* Task brief:
Exactly the lines from the start of the data below through the line containing "font-size:22px; color:#eddfd5; font-weight:700" must be returned, and no others.

* Stored items:
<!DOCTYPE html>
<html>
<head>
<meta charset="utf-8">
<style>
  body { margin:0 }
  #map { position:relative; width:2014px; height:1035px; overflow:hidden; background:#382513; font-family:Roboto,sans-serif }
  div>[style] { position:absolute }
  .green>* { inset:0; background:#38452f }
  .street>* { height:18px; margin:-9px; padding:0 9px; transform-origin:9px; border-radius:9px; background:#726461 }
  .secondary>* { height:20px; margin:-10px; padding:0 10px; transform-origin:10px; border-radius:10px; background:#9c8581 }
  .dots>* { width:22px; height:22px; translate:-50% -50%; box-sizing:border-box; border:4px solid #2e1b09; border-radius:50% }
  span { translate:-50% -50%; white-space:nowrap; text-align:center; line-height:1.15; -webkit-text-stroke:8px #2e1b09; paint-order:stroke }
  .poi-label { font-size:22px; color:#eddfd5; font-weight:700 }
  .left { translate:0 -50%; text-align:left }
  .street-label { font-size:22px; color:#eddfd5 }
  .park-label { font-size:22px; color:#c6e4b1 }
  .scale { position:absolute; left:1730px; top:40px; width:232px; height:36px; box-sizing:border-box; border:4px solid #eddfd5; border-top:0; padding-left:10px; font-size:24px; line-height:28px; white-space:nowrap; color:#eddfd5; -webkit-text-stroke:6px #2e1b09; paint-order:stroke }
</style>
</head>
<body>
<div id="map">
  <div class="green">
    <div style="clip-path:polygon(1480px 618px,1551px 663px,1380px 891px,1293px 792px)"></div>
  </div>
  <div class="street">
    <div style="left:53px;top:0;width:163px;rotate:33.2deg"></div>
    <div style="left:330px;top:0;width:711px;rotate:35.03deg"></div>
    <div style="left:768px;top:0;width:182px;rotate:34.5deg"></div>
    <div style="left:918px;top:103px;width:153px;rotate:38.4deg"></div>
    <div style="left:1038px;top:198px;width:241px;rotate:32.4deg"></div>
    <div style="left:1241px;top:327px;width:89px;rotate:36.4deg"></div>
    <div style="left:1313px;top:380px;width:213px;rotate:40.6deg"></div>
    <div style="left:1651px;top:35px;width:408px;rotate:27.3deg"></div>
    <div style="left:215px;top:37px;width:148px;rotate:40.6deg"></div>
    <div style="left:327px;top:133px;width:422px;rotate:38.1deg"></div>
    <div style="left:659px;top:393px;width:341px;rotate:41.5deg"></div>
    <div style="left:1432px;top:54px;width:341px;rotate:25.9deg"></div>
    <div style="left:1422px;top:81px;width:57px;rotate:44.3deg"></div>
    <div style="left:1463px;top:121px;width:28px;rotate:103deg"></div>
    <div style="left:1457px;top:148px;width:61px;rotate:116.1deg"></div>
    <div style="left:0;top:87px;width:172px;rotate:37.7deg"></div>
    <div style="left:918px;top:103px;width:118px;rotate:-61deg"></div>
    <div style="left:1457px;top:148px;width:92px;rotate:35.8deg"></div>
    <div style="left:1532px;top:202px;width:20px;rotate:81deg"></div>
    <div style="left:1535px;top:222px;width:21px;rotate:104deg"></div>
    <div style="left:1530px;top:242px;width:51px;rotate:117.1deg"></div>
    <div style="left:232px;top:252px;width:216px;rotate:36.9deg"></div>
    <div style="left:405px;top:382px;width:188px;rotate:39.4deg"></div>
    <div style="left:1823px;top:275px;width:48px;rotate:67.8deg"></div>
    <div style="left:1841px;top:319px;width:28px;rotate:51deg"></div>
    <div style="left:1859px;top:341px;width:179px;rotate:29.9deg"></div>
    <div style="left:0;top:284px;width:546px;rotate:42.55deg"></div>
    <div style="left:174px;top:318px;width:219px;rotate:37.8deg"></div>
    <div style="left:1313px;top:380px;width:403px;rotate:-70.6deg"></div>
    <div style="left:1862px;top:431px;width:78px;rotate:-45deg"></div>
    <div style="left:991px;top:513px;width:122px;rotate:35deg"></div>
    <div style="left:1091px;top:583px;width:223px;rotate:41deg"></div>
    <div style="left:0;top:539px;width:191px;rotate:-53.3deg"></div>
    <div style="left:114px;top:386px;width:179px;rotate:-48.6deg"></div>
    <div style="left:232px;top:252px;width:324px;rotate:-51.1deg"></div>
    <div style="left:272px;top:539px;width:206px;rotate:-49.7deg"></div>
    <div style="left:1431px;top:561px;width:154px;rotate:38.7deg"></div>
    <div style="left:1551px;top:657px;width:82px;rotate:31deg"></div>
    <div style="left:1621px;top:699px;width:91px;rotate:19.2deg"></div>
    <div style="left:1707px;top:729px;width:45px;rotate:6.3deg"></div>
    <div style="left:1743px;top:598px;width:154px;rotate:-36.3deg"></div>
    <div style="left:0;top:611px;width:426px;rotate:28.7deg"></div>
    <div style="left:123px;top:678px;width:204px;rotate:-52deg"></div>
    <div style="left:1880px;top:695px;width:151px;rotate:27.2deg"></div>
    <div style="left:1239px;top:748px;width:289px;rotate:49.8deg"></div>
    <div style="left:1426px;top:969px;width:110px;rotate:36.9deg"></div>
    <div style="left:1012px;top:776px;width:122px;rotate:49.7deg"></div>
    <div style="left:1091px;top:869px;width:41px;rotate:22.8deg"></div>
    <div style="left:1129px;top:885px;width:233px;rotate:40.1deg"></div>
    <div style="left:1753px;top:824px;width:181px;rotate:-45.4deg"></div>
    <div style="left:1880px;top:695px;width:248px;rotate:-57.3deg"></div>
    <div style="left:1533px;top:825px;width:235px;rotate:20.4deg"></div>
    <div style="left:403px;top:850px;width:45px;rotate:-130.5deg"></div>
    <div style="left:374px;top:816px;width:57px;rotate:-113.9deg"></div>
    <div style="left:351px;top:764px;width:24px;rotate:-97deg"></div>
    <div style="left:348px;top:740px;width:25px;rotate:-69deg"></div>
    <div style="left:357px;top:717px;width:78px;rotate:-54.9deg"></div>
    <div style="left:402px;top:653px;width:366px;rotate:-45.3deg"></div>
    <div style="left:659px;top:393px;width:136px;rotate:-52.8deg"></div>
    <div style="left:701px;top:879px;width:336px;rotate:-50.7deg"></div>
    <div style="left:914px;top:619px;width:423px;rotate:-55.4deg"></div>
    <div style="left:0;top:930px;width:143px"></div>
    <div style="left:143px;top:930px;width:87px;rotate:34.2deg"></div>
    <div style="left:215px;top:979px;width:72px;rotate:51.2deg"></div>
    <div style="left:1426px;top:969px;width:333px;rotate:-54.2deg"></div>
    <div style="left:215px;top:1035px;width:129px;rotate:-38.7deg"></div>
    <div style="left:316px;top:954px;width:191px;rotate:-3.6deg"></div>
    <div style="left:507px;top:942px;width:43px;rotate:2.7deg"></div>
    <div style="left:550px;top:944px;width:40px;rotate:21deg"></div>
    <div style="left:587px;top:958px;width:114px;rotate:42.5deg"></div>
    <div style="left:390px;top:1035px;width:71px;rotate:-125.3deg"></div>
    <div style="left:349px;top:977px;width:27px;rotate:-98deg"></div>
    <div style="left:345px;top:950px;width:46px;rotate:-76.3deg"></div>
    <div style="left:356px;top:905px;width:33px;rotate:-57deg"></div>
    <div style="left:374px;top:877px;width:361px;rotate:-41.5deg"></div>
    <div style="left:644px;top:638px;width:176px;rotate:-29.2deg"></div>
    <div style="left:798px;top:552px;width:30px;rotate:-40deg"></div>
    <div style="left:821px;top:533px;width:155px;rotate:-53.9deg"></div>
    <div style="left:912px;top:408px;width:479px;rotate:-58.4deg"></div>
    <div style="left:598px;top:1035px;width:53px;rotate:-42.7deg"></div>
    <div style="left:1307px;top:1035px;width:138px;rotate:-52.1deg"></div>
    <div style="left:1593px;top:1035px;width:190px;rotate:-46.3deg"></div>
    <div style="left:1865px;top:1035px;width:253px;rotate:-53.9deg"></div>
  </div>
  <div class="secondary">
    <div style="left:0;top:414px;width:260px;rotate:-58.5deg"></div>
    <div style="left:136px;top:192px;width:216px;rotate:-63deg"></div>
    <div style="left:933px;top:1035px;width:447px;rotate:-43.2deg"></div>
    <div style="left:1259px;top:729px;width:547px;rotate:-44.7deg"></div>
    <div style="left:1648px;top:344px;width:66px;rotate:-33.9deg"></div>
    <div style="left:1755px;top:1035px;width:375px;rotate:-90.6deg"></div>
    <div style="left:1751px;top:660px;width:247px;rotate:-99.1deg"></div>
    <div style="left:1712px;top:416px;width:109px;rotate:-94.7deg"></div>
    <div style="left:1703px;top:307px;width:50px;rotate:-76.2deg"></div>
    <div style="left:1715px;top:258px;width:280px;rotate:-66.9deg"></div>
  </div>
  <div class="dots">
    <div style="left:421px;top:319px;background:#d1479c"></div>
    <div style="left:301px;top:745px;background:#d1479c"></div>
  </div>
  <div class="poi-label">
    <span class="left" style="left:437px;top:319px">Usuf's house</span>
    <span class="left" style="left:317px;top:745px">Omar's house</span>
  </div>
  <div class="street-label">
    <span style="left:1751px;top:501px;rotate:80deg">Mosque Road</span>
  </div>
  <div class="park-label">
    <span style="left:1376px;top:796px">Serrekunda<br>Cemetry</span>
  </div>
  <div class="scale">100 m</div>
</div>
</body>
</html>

* Result for this exercise:
<!DOCTYPE html>
<html>
<head>
<meta charset="utf-8">
<style>
  body { margin:0 }
  #map { position:relative; width:2014px; height:1035px; overflow:hidden; background:#382513; font-family:Roboto,sans-serif }
  div>[style] { position:absolute }
  .green>* { inset:0; background:#38452f }
  .street>* { height:18px; margin:-9px; padding:0 9px; transform-origin:9px; border-radius:9px; background:#726461 }
  .secondary>* { height:20px; margin:-10px; padding:0 10px; transform-origin:10px; border-radius:10px; background:#9c8581 }
  .dots>* { width:22px; height:22px; translate:-50% -50%; box-sizing:border-box; border:4px solid #2e1b09; border-radius:50% }
  span { translate:-50% -50%; white-space:nowrap; text-align:center; line-height:1.15; -webkit-text-stroke:8px #2e1b09; paint-order:stroke }
  .poi-label { font-size:22px; color:#eddfd5; font-weight:700 }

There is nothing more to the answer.